El origen del Carnaval de Negros y Blancos se remonta a las antiguas celebraciones indígenas de los pueblos andinos del sur de Colombia, quienes rendían homenaje a la naturaleza y al inicio de un nuevo ciclo agrícola. Con el paso del tiempo, estas tradiciones se fusionaron con expresiones culturales europeas y africanas durante la época colonial, dando lugar a una festividad profundamente mestiza.
Uno de los momentos más significativos es el Día de Negros, el 5 de enero, inspirado en la jornada de libertad concedida a las personas esclavizadas para celebrar y expresarse. Al día siguiente, el Día de Blancos, el 6 de enero, simboliza la igualdad y la integración colectiva, cuando todos sin importar su origen participan pintándose el rostro de blanco en un gesto de unidad.
El carnaval como experiencia turística
Hoy, el Carnaval de Negros y Blancos es mucho más que un evento cultural: es una experiencia turística que transforma la ciudad. Entre el 2 y el 7 de enero, Pasto se llena de desfiles monumentales, carrozas artísticas, comparsas, murgas, música andina y gastronomía local, creando un ambiente festivo que invita a vivir la ciudad desde sus tradiciones.

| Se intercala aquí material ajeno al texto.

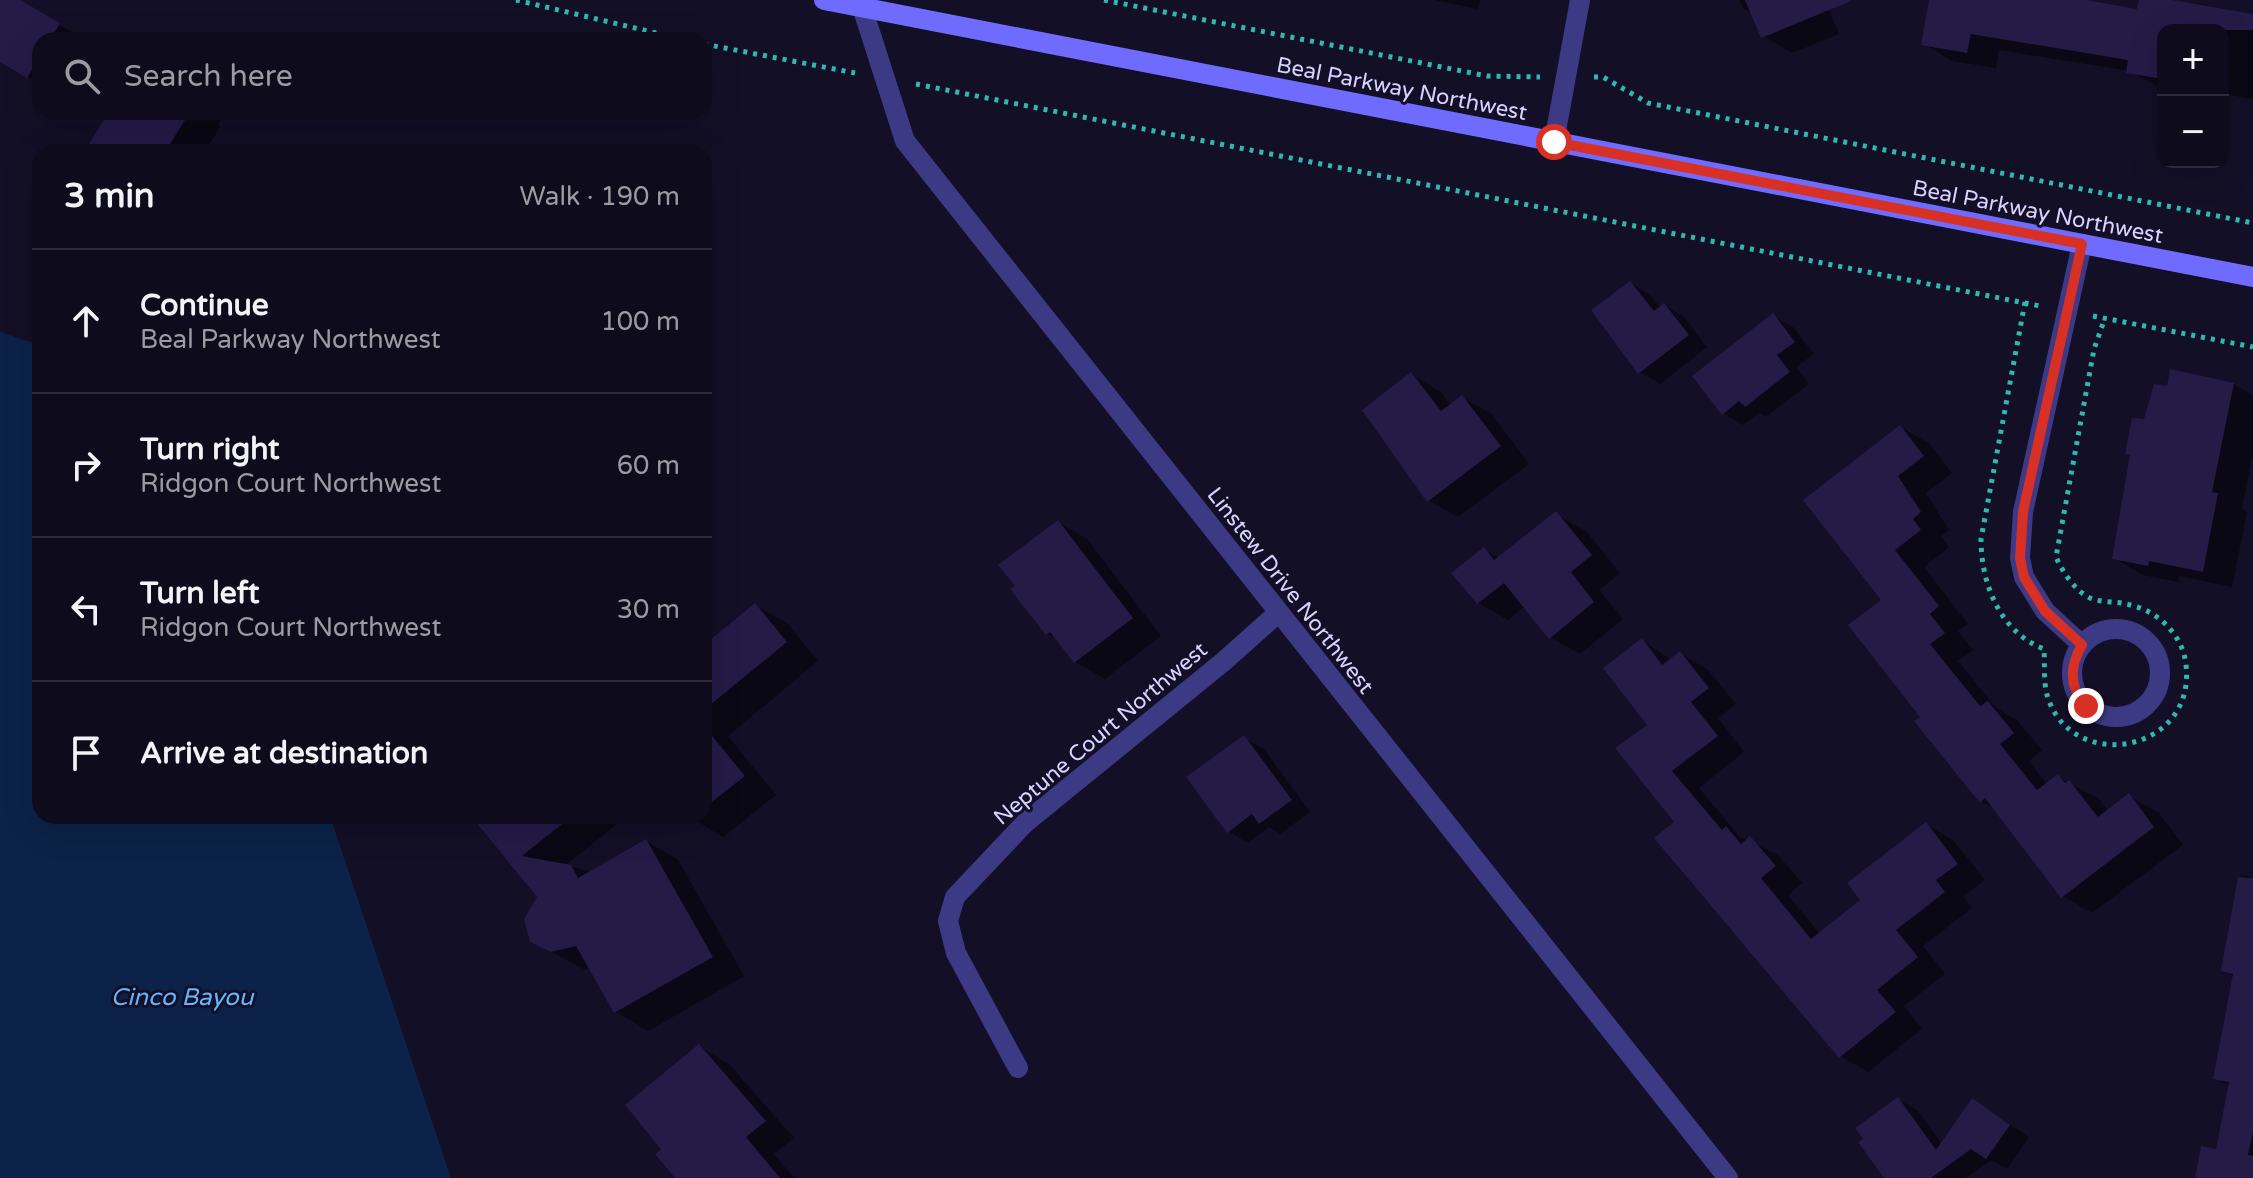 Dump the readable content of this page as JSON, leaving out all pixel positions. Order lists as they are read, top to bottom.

El Desfile Magno, considerado el corazón del carnaval, exhibe el talento de artesanos y maestros carroceros que durante meses trabajan en verdaderas obras de arte móviles, inspiradas en mitos, leyendas, naturaleza y temas contemporáneos.
Para el visitante, el carnaval ofrece la posibilidad de participar activamente: bailar en las calles, compartir con la comunidad local y comprender el profundo significado cultural que se esconde detrás de cada color y cada ritual.














Imágenes Diámetro Noticias
Desde su declaratoria como Patrimonio de la Humanidad en 2009, el Carnaval de Negros y Blancos ha fortalecido su proyección internacional y sus procesos de preservación cultural. En 2026, la fiesta mantiene su esencia participativa y comunitaria, consolidándose como uno de los principales atractivos turísticos culturales de Colombia.
Viajeros nacionales e internacionales llegan a Pasto atraídos por una celebración que combina tradición, creatividad y hospitalidad, convirtiendo al carnaval en una puerta de entrada para descubrir otros atractivos de Nariño, como la Laguna de la Cocha, el Santuario de Las Lajas y la riqueza gastronómica del sur del país.
Una invitación a vivir la diversidad
El Carnaval de Negros y Blancos no se observa: se vive. Es una celebración donde la historia se transforma en alegría colectiva y donde cada visitante es invitado a ser parte de una fiesta que celebra la diversidad como valor fundamental.
En 2026, Pasto vuelve a recordar al mundo que su carnaval es un símbolo de identidad, inclusión y celebración compartida, una experiencia imprescindible para quienes buscan viajes con sentido cultural y emocional.